Trois zones et des tarifs adaptés pour le stationnement à Casablanca
Cette étude a été menée par le bureau Transitec pour le précédent bureau du conseil communal de Casablanca, peu après la publication d’un rapport de la Cour des comptes. Ce dernier avait mis en lumière plusieurs pratiques problématiques liées à la gestion du stationnement dans la ville, notamment l’attribution des autorisations, en soulignant qu’il s’agit d’une compétence relevant du maire et non des arrondissements. Dans la pratique, les arrondissements ont continué à délivrer des autorisations dans le juteux maquis du stationnement.
Consultée par Médias24, l’étude dont les principales recommandations seont appliquées, propose de diviser la métropole en trois zones, chacune favorisant des usages spécifiques afin de stimuler une rotation accrue. Elle recommande par ailleurs de débuter par le centre-ville, en réduisant le nombre de pendulaires (usagers qui se rendent quotidiennement en voiture à leur travail) et en privilégiant les usagers de courte ou moyenne durée, ainsi que les résidents.

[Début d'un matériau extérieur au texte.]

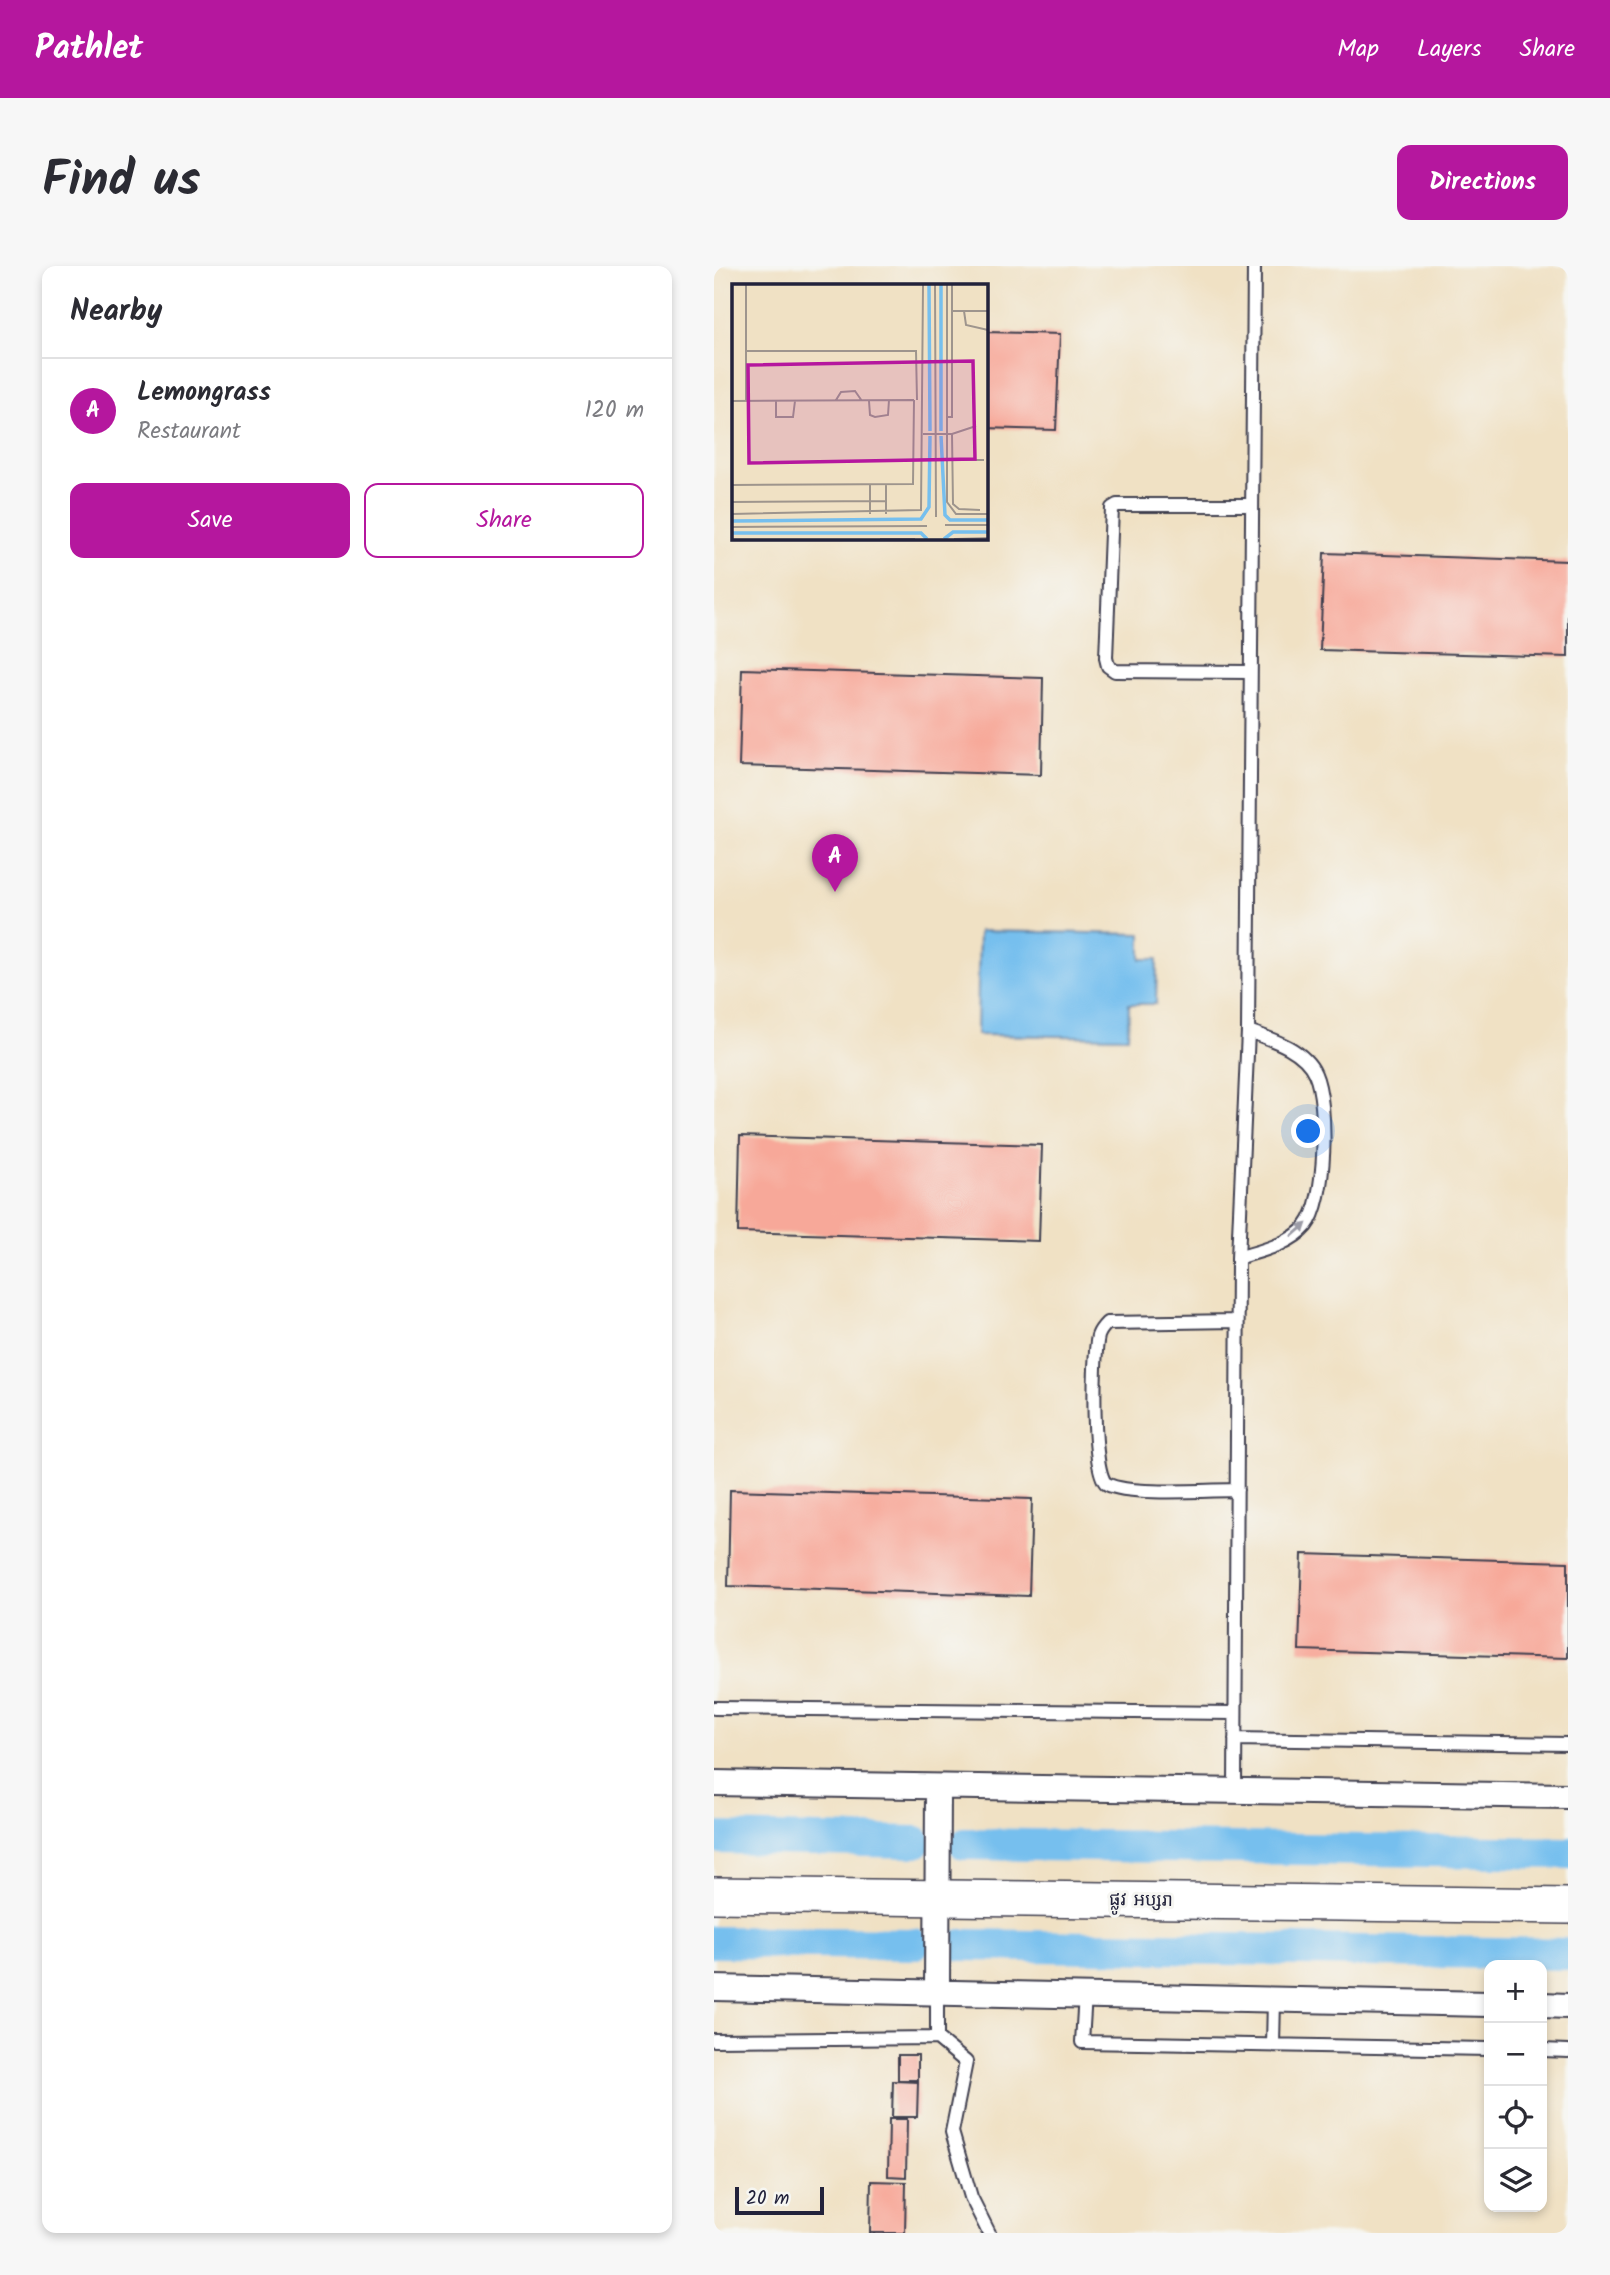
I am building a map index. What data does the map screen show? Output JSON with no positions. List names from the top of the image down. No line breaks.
{"streets":{"street":["ផ្លូវ អប្សរា"]},"scale_bar":"20 m","page":{"header":"Pathlet","nav":["Map","Layers","Share"],"title":"Find us","buttons":["Directions",["Save","Share"]],"heading":"Nearby","list":[{"mark":"A","name":"Lemongrass","note":"Restaurant","value":"120 m"}],"pins":"A","map_buttons":["+","−"],"scale":"20 m"}}
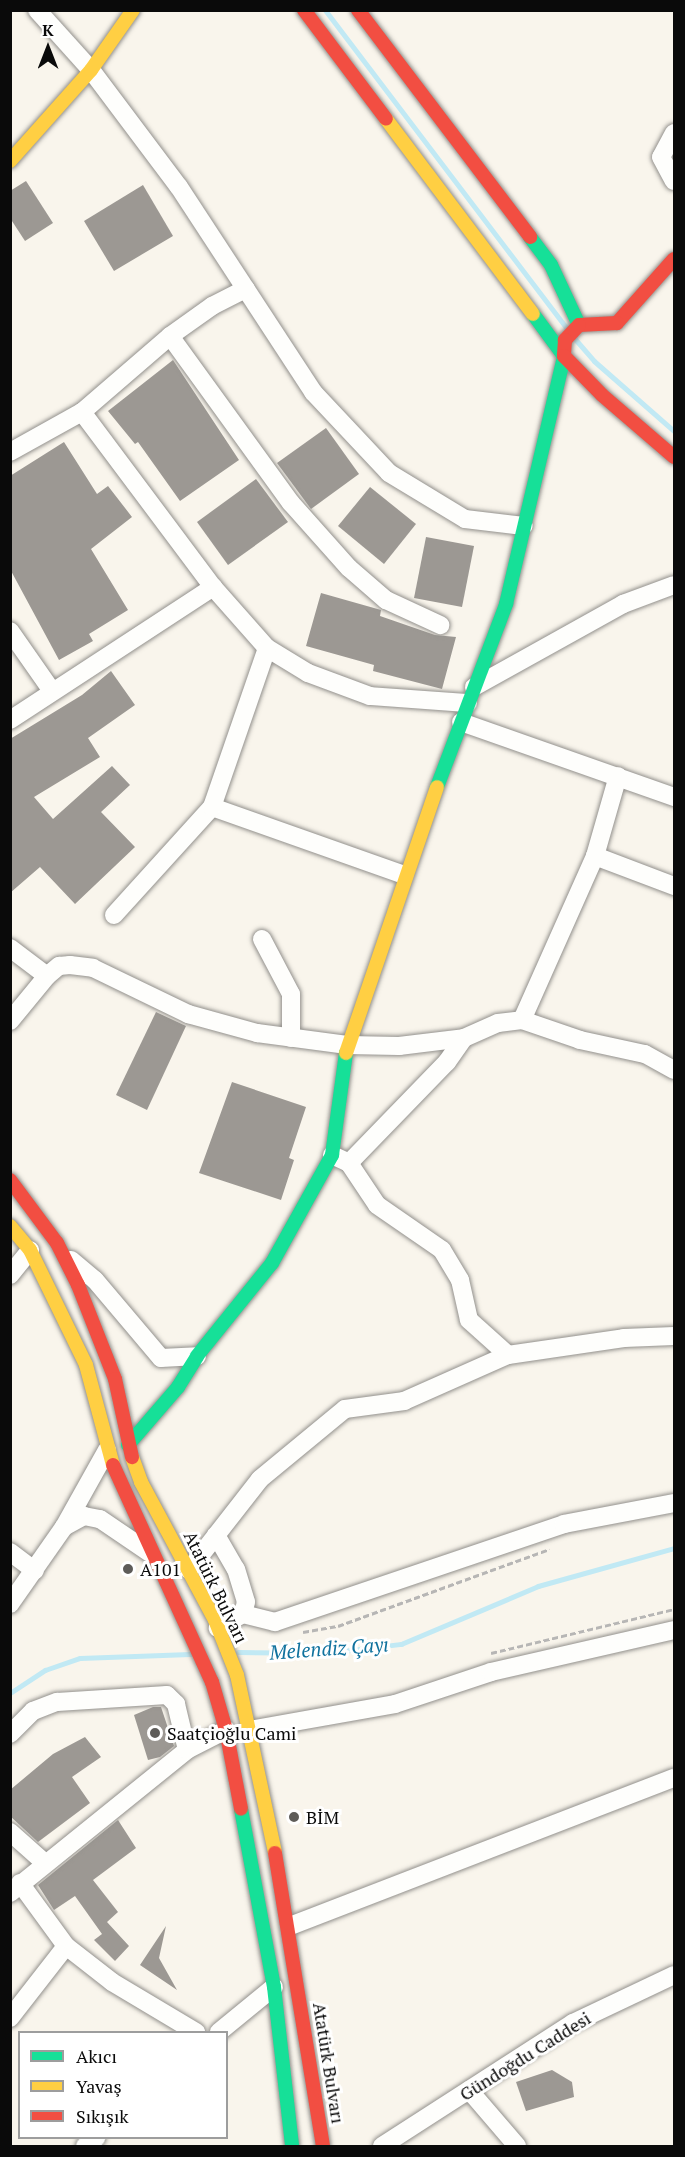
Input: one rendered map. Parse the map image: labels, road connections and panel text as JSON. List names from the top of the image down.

Peu de places réglementées à Casablanca et forte occupation du centre-ville par les pendulaires
Actuellement, aucune politique de stationnement n’est en vigueur à Casablanca ; ce qui donne lieu à une congestion aux heures de pointe, à des pics de pollution et à des performances de transport collectif dégradées par un grand usage de la voiture.
Bien que cette étude ait été élaborée depuis 2016, elle n’a jamais été appliquée. Parmi les principaux freins auxquels elle a été confrontée, les gardiens de voitures, qui assument diverses fonctions, notamment de sécurisation, mais qui sont au centre d’un système économique parallèle très difficile à décortiquer et démanteler, d’où la décision de la présidente du conseil de la ville de Casablanca relative à la suspension du droit d’octroi ou de renouvellement des autorisations aux gardiens de voitures par les arrondissements.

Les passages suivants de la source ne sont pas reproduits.